• _What the task requires_
Output only the stretch of the listing that starts at the line containing "-50%;border:3px solid #fff;box-shadow:0" and ends at the line containing "<nav><a>Home</a><a>Map</a><a>About</a><a>Contact</a></nav>", reproduced exactly with both ends.

• _Given data_
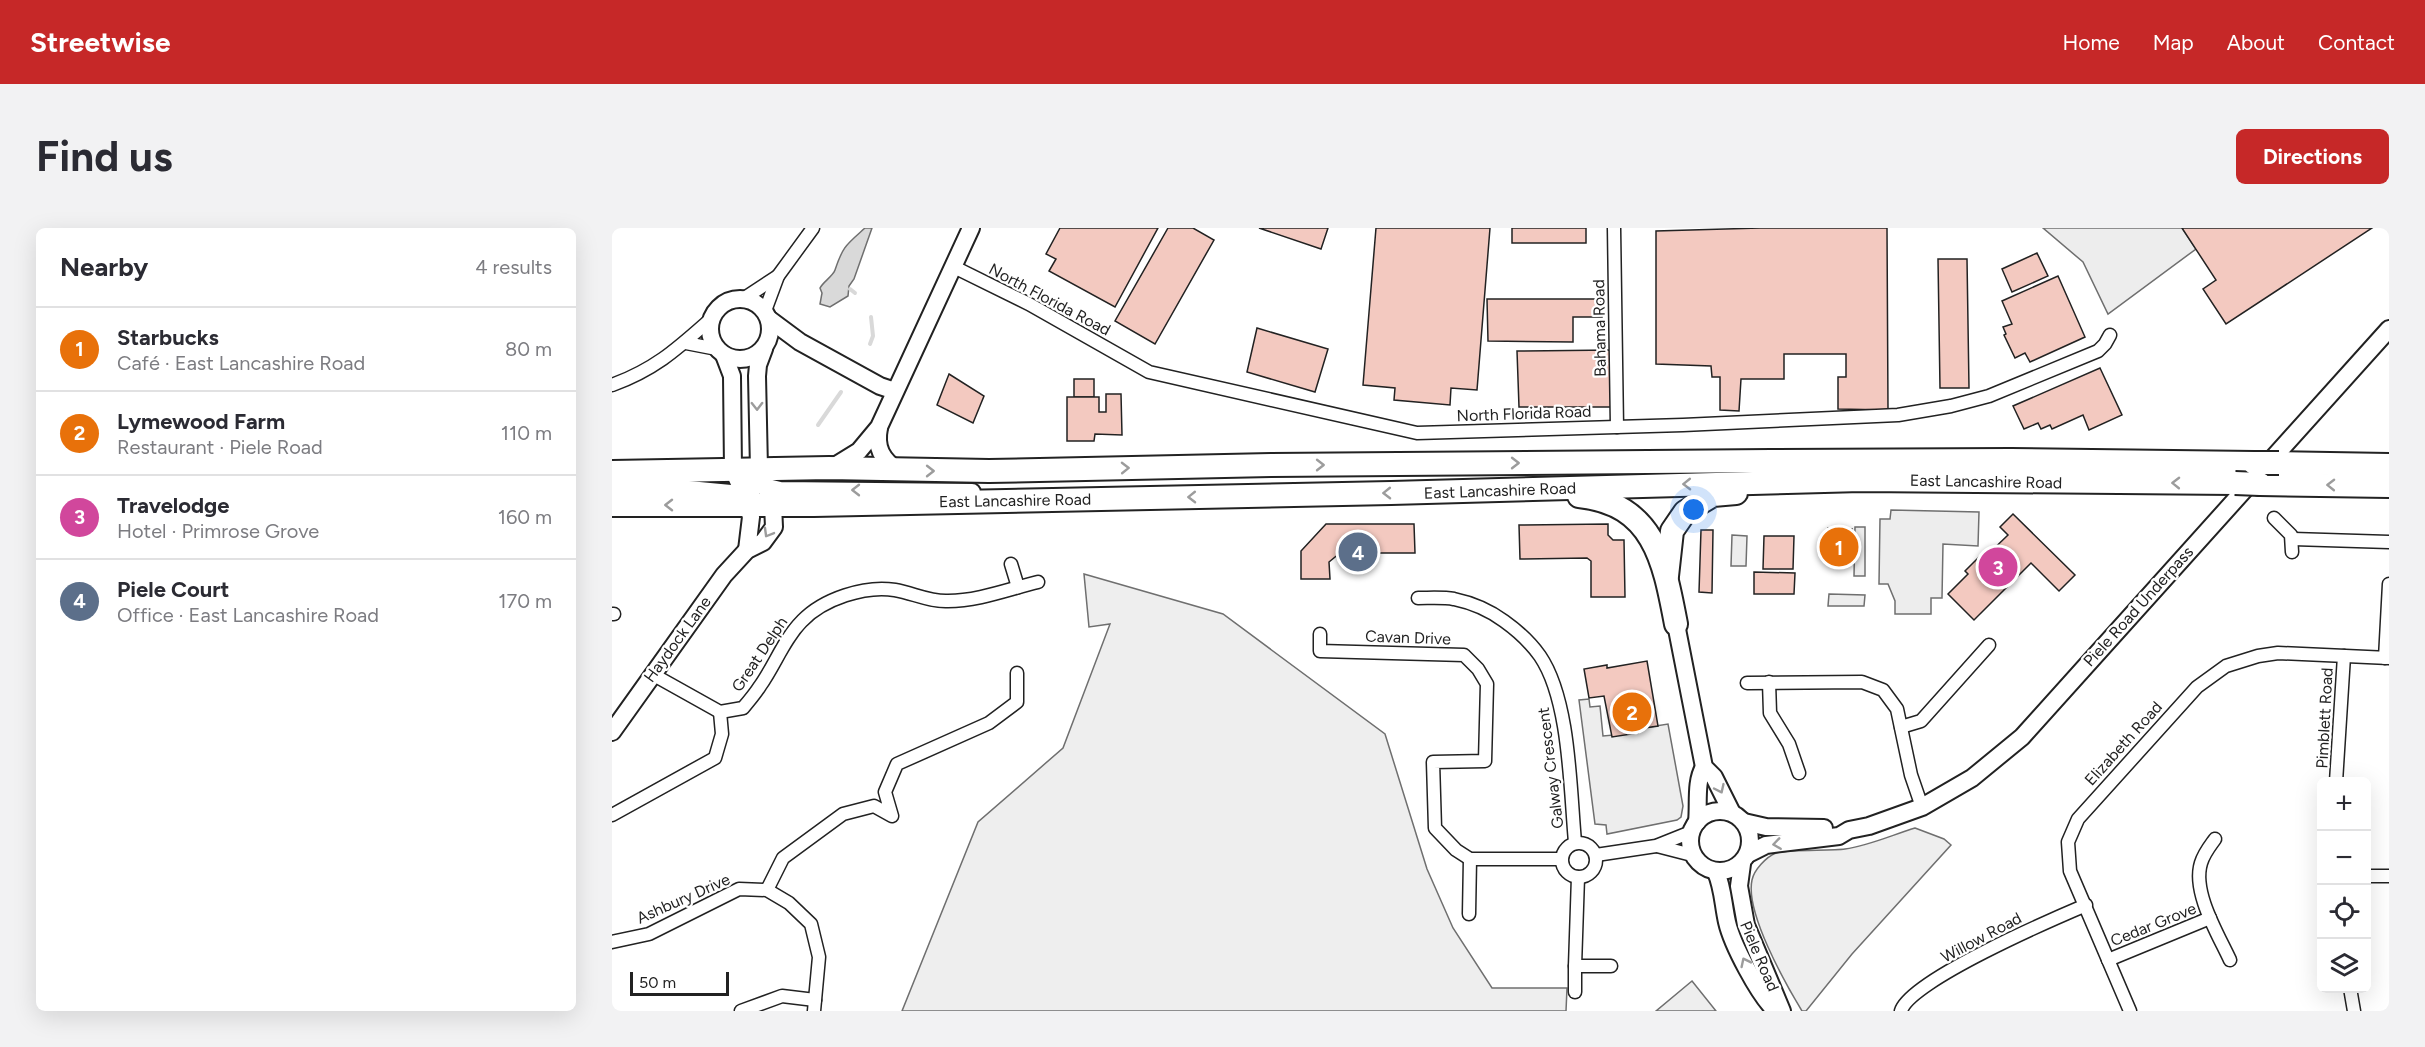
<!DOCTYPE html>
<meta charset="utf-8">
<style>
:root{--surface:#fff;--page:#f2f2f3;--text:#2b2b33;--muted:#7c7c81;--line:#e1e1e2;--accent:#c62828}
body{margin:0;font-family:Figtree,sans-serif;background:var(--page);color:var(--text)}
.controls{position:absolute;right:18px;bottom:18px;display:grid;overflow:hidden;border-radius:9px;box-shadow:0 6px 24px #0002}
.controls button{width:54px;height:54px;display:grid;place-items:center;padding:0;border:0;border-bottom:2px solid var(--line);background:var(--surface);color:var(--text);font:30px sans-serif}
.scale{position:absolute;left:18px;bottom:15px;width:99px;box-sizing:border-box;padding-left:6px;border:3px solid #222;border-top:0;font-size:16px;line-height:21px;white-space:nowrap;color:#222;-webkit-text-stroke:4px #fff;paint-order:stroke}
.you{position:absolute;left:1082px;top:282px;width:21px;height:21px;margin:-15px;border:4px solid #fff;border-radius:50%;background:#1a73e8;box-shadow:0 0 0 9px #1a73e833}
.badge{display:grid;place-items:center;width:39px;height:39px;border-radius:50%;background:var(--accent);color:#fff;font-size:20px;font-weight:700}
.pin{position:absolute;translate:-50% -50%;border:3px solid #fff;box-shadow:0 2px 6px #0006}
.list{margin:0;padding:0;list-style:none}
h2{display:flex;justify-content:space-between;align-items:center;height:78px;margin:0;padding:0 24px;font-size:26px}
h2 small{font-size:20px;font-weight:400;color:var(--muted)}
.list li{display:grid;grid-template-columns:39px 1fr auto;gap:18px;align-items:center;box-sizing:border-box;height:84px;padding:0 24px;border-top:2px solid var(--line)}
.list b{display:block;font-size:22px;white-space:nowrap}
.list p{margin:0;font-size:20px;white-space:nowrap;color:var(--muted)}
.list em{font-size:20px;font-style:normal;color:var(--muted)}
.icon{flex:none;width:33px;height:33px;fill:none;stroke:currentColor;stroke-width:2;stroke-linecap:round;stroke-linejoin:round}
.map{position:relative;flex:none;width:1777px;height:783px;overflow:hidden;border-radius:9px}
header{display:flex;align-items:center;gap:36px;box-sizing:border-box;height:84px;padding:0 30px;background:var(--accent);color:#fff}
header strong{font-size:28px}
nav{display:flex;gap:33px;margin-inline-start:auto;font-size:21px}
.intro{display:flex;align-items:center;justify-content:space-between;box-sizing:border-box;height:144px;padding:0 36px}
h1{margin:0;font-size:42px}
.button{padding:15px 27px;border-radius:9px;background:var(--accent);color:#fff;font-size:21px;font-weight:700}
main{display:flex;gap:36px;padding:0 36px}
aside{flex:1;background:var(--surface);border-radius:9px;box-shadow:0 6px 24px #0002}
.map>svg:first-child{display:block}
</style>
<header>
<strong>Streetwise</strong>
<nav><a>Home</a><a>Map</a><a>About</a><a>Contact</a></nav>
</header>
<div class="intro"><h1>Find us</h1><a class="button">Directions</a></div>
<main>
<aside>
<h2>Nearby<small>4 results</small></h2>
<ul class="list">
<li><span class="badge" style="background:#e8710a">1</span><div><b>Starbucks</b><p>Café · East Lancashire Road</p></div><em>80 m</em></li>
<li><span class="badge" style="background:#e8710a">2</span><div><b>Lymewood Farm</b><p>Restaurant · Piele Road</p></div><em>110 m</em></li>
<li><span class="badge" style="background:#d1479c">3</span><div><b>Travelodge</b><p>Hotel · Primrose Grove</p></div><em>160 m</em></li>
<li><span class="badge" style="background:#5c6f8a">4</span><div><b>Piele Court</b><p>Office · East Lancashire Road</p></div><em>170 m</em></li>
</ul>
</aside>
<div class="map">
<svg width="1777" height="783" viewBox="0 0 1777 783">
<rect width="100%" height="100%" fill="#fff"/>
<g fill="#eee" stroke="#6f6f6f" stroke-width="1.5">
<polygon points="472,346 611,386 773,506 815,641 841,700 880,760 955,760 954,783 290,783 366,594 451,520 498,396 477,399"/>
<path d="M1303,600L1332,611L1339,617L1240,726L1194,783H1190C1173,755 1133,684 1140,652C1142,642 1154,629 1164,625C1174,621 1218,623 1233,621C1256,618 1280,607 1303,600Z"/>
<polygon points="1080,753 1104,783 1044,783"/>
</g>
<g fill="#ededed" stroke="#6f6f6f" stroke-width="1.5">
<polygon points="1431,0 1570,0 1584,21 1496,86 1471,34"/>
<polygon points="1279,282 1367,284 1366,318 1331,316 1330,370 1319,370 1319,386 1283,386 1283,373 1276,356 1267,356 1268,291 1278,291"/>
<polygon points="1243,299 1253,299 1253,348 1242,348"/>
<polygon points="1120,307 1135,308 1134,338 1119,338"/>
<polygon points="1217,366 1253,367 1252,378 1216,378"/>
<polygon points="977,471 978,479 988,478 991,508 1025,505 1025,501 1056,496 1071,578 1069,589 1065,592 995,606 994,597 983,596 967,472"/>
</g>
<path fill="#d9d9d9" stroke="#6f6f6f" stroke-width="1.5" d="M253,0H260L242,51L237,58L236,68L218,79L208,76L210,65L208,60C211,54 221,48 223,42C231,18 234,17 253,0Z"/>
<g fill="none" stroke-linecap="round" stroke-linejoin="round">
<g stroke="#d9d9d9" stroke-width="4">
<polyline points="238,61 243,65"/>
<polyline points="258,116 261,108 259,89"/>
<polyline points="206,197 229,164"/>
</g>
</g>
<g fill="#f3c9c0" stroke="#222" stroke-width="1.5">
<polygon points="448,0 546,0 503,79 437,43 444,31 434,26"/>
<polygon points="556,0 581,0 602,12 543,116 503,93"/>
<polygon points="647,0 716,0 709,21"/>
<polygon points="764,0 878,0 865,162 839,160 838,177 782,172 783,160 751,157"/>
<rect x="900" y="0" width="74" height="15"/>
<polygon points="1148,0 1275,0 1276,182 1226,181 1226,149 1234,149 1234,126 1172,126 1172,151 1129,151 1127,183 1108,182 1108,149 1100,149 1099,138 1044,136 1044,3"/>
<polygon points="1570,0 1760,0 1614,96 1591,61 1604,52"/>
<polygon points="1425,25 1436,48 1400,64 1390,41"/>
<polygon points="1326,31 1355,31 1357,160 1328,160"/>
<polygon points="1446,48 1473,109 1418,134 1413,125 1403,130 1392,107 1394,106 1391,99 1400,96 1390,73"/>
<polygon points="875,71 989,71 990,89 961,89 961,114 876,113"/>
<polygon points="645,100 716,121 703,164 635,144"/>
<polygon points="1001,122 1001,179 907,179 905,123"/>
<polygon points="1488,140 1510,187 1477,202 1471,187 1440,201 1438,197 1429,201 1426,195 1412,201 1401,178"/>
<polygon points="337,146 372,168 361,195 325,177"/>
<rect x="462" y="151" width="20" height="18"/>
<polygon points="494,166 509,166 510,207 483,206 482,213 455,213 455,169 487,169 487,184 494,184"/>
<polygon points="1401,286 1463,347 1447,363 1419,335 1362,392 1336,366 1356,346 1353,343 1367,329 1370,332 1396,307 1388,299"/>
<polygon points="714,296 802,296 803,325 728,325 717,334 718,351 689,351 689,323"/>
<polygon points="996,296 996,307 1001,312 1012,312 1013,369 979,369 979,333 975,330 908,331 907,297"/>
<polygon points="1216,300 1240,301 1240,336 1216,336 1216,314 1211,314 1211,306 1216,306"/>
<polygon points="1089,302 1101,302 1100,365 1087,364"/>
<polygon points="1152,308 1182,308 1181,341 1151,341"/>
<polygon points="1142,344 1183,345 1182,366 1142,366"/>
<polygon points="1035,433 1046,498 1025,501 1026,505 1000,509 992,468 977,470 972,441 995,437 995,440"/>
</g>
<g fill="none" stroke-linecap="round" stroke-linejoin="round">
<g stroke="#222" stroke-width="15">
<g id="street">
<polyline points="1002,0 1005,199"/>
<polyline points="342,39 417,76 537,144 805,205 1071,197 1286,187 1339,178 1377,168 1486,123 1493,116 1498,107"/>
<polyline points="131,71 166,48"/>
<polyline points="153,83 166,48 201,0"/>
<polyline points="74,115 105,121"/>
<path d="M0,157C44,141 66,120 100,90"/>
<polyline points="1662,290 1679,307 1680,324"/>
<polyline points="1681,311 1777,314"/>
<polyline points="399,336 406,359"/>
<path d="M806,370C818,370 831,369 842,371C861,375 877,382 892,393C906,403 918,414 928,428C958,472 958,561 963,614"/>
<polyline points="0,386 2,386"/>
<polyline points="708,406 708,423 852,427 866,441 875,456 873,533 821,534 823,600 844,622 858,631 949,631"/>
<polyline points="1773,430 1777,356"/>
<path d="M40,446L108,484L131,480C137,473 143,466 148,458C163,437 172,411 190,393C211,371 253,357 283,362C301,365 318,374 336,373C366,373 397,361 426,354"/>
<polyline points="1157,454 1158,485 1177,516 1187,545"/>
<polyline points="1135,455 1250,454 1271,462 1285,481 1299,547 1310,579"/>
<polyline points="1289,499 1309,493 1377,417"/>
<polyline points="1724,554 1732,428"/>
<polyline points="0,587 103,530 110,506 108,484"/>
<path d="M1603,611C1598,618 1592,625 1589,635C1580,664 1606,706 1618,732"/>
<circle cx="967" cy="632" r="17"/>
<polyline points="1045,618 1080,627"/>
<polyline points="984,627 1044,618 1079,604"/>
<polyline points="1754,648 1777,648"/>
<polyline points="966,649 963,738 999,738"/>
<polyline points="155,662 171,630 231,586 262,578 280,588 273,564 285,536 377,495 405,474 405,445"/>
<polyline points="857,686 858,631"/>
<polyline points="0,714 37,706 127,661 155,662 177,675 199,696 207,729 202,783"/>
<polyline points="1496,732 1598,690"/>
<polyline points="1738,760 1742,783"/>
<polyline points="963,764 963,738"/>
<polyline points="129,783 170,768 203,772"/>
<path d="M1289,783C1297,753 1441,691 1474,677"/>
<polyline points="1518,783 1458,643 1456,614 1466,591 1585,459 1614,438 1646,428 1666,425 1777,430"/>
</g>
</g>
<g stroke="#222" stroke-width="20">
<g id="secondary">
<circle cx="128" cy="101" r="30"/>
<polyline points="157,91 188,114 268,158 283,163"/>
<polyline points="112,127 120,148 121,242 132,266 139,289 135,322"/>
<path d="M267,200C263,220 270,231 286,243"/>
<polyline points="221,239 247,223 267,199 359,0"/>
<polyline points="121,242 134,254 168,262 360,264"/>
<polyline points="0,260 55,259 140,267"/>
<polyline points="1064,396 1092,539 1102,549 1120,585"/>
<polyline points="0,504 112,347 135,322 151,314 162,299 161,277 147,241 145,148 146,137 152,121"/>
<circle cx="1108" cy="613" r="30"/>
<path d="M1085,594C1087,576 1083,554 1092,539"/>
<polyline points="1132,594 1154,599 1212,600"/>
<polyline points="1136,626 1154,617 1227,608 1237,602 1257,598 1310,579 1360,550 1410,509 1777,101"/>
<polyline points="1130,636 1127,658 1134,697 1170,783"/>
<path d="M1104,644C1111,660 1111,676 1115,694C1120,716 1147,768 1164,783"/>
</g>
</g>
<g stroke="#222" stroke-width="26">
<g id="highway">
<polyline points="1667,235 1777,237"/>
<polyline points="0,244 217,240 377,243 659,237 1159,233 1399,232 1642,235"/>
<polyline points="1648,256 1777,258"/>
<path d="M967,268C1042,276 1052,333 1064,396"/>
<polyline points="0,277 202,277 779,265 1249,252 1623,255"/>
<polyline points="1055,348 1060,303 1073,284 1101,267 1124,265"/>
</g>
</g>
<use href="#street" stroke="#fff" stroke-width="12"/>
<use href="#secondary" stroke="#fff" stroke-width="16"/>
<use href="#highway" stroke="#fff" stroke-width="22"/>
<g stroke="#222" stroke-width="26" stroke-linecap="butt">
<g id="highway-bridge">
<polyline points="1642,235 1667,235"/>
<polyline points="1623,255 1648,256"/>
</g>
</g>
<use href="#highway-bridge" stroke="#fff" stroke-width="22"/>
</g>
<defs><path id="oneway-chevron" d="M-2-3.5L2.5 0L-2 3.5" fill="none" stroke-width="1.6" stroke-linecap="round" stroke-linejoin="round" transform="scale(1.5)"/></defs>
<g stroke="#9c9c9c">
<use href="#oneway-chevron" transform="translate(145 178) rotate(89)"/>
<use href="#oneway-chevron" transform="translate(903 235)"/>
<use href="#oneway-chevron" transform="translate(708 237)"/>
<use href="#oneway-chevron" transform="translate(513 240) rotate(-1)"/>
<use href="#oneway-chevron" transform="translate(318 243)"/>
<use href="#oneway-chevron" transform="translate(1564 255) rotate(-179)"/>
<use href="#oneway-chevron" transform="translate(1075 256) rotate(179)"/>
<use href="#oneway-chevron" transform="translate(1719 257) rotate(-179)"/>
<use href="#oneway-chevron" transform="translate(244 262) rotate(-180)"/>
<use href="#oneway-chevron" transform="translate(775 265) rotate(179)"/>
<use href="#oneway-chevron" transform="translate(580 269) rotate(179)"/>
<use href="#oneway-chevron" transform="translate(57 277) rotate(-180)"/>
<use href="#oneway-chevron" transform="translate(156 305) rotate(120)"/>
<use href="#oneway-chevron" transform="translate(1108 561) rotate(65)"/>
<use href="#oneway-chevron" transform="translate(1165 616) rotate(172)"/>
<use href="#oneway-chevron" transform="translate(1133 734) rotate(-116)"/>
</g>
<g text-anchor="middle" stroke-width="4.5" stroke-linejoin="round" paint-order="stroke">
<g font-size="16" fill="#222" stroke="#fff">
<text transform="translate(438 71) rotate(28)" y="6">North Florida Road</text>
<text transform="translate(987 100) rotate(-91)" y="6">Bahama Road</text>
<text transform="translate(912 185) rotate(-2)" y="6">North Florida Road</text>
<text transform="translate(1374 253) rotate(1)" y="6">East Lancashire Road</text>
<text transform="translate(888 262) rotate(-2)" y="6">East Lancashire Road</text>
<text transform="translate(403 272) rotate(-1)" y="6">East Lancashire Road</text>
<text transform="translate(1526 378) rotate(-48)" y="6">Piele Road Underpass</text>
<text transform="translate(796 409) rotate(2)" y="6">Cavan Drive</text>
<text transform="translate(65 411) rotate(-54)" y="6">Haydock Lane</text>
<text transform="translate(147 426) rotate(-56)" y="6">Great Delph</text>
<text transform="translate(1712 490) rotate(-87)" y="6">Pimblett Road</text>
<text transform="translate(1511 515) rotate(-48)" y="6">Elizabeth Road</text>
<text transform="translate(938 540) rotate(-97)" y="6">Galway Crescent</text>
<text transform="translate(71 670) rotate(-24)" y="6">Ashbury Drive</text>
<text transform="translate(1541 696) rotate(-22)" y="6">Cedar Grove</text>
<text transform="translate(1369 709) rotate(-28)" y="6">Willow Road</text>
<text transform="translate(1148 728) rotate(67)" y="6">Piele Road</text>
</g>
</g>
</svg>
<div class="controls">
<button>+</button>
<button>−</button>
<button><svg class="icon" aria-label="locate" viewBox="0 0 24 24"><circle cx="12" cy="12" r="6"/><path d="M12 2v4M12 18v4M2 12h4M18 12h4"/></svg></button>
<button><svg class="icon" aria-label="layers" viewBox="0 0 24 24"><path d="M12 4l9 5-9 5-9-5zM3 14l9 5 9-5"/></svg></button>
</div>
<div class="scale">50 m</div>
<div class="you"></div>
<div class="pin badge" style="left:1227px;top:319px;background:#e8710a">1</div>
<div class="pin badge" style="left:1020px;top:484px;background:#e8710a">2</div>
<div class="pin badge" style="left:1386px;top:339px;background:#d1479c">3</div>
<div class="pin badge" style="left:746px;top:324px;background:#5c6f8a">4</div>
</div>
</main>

• _Answer_
.pin{position:absolute;translate:-50% -50%;border:3px solid #fff;box-shadow:0 2px 6px #0006}
.list{margin:0;padding:0;list-style:none}
h2{display:flex;justify-content:space-between;align-items:center;height:78px;margin:0;padding:0 24px;font-size:26px}
h2 small{font-size:20px;font-weight:400;color:var(--muted)}
.list li{display:grid;grid-template-columns:39px 1fr auto;gap:18px;align-items:center;box-sizing:border-box;height:84px;padding:0 24px;border-top:2px solid var(--line)}
.list b{display:block;font-size:22px;white-space:nowrap}
.list p{margin:0;font-size:20px;white-space:nowrap;color:var(--muted)}
.list em{font-size:20px;font-style:normal;color:var(--muted)}
.icon{flex:none;width:33px;height:33px;fill:none;stroke:currentColor;stroke-width:2;stroke-linecap:round;stroke-linejoin:round}
.map{position:relative;flex:none;width:1777px;height:783px;overflow:hidden;border-radius:9px}
header{display:flex;align-items:center;gap:36px;box-sizing:border-box;height:84px;padding:0 30px;background:var(--accent);color:#fff}
header strong{font-size:28px}
nav{display:flex;gap:33px;margin-inline-start:auto;font-size:21px}
.intro{display:flex;align-items:center;justify-content:space-between;box-sizing:border-box;height:144px;padding:0 36px}
h1{margin:0;font-size:42px}
.button{padding:15px 27px;border-radius:9px;background:var(--accent);color:#fff;font-size:21px;font-weight:700}
main{display:flex;gap:36px;padding:0 36px}
aside{flex:1;background:var(--surface);border-radius:9px;box-shadow:0 6px 24px #0002}
.map>svg:first-child{display:block}
</style>
<header>
<strong>Streetwise</strong>
<nav><a>Home</a><a>Map</a><a>About</a><a>Contact</a></nav>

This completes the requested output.